27 kwietnia

Te wiedźmy nie płoną


     Hej, hej! Dzisiaj o książce "Te wiedźmy nie płoną" słów kilka. Przepiękna okładka, zapowiadana jako obłędna historia czarownic, ale czy faktycznie warto było po nią sięgnąć?



    Myślę, że zarówno okładka, jak i opis skradły uwagę nie jednej osoby. Jak wiemy, nie ocenia się po okładkach, choć bądźmy szczerzy, one są bardzo często powodem, dla którego kupujemy właśnie tę konkretną książkę. Działa to w obie strony, za paskudną okładką może kryć się cudowna opowieść, a za piękną niczym nie przyciągająca historia. W tym przypadku trzeba przyznać, że ciężko oderwać wzrok od tego cuda, więc czy i treść jest taka?

     Zobaczcie opis Wydawcy:

     "Może najbardziej znaną nastoletnią czarownicą jest Sabrina, ale o tej czwórce jeszcze usłyszy świat!

      Hannah to czarownica z krwi i kości, z umiejętnością kontrolowania ognia, ziemi, wody i powietrza. Choć mieszka w Salem, jej magia jest tajemnicą, którą musi zachować dla siebie. W innym przypadku może ją stracić. Na zawsze. Hannah spędza więc większość czasu, unikając swojej eks, Veroniki, i pracując w lokalnym sklepie z magicznymi obiektami. Gdy przerażający rytuał krwi przerywa zabawę pod koniec roku szkolnego, a dowody na istnienie mrocznej magii zaczynają pojawiać się w całym Salem, Hannah jest pewna, że to dzieło śmiertelnie groźnej Krwawej Czarownicy. Na domiar tego, w mieście pojawia się nowa dziewczyna, Morgan, która skrada serce nastoletniej czarownicy. Chcąc ocalić swój sabat i zdobyć serce dziewczyny, Hannah będzie musiała przetestować granice swojej mocy."
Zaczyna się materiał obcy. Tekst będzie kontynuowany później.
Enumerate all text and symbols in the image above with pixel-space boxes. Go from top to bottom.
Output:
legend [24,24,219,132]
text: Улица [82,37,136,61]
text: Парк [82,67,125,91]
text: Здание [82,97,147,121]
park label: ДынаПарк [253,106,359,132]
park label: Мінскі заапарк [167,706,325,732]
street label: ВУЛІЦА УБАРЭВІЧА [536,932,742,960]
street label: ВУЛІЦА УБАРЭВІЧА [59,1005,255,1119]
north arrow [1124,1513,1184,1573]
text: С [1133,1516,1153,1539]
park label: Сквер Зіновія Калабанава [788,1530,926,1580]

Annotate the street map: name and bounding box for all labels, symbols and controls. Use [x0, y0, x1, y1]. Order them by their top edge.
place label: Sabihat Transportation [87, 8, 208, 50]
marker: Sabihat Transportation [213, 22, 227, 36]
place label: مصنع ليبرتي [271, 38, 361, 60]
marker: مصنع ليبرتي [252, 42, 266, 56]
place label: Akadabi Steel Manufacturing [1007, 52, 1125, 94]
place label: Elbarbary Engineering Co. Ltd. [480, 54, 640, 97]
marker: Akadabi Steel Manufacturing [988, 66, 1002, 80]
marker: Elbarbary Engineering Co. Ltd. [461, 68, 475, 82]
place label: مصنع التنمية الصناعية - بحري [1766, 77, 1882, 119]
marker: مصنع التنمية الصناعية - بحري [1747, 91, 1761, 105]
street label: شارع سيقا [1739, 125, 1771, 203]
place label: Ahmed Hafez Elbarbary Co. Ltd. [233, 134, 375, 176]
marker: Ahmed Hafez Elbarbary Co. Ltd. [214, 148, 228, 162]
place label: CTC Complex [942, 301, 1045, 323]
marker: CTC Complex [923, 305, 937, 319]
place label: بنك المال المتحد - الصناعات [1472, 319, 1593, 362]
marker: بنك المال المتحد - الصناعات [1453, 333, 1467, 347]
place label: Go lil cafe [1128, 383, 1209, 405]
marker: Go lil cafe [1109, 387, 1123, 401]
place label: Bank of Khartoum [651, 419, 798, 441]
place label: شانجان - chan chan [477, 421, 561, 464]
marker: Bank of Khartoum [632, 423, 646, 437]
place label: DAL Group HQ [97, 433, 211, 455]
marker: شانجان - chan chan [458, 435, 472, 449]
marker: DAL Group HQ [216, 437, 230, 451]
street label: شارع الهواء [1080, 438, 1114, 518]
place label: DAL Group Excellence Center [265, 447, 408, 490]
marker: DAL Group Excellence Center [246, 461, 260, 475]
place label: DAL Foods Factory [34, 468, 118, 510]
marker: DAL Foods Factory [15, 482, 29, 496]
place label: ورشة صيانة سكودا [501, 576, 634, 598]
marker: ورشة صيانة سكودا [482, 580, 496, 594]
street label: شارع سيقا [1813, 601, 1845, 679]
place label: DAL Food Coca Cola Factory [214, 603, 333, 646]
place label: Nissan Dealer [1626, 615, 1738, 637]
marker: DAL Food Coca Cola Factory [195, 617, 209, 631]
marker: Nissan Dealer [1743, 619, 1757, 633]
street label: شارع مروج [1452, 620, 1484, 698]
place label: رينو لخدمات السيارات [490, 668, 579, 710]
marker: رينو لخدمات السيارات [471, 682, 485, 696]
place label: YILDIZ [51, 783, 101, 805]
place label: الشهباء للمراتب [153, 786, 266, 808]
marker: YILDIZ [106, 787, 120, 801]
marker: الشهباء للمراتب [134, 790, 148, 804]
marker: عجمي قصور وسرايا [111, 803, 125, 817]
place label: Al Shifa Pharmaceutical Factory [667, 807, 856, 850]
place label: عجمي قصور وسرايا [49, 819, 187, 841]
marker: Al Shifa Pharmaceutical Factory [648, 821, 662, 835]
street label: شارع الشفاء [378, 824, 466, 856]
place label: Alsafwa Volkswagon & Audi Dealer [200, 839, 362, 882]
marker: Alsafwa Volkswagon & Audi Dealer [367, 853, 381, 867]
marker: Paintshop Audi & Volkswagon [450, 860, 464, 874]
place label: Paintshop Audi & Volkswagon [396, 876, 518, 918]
      No właśnie, ten opis mówi o książce wszystko. Hannah, nastolatka, która jest początkująca w świecie magii ale już ucieka przed potężną Krwawą Czarownicą, a przynajmniej sama tak uważa. W końcu trafił się krwawy rytuał w Salem, zamordowane zwierzę dość brutalnie. I jak na nastolatkę przystało, nie wierzy rodzicom, a największe dramaty dla niej to rozstanie z dziewczyną, której za wszelką cenę próbuje unikać. Ale przecież jest lesbijką, czarownicą lesbijką! No i to tyle z magii.

     Słusznie przypisana została to powieść do kategorii młodzieżowej, ale mimo wszystko te dramaty są bardzo denerwujące bo jednak człowiek spodziewał się historii niczym z Sabriną! A podobno o tych miał również słyszeć świat. No słyszał, bo szumu w okół niej było jeszcze przed premierą bardzo dużo, ale bezzasadnie.

     Isabel Sterling stworzyła opowieść o czarownicach w Salem, choć jest ona nieco lżejsza niż typowe historie o paleniu czarownic na stosach. Powiedziałabym, że to obyczajówka z wątkiem nadprzyrodzonym, bo mimo wszystko większość książki to opis uczuć i relacji głównej bohaterki, Hannah. Okrutnie mnie irytowało ciągłe przypominanie, że jest ona biseksualistką i ola boga, rozstała się z dziewczyną. Cała akcja się w okół tego toczy, dopóki Hannah nie poznaje nowej czarownicy, dla której traci głowę.

     Cóż, dla mnie takie słabe 4/10 🌟
Recenzja powstała przy współpracy z portalem www.czytampierwszy.pl, z którego to odebrałam to wizualne jedynie cudo za punkty. Polowałam na nią niczym łowcy na wiedźmy, ale nie do końca było warto.

5 komentarzy:

  1. Ach, no to jednak dobrze, że nie sięgnęłam po tę książkę. ;) Kasia

    OdpowiedzUsuń
  2. Może jednak niektórym nastolatkom się spodoba? Pozdrawiam serdecznie!

    OdpowiedzUsuń
  3. Nie wiem czemu, ale patrząc na sam tytuł spodziewałam się historii prawdziwych o kobietach, które zostały uznane za czarownice. No cóż, troszkę się zawiodłam. Ale rzeczywiście - okładka bardzo ładna.

    OdpowiedzUsuń
  4. Nie planuję czytać tej książki, ale widzę, że nie mam czego żałować. 😊

    OdpowiedzUsuń
  5. To takie przykre, że ta książka zbiera tyle negatywnych opinii. Chciałam ją przeczytać, ale chyba sobie odpuszczę.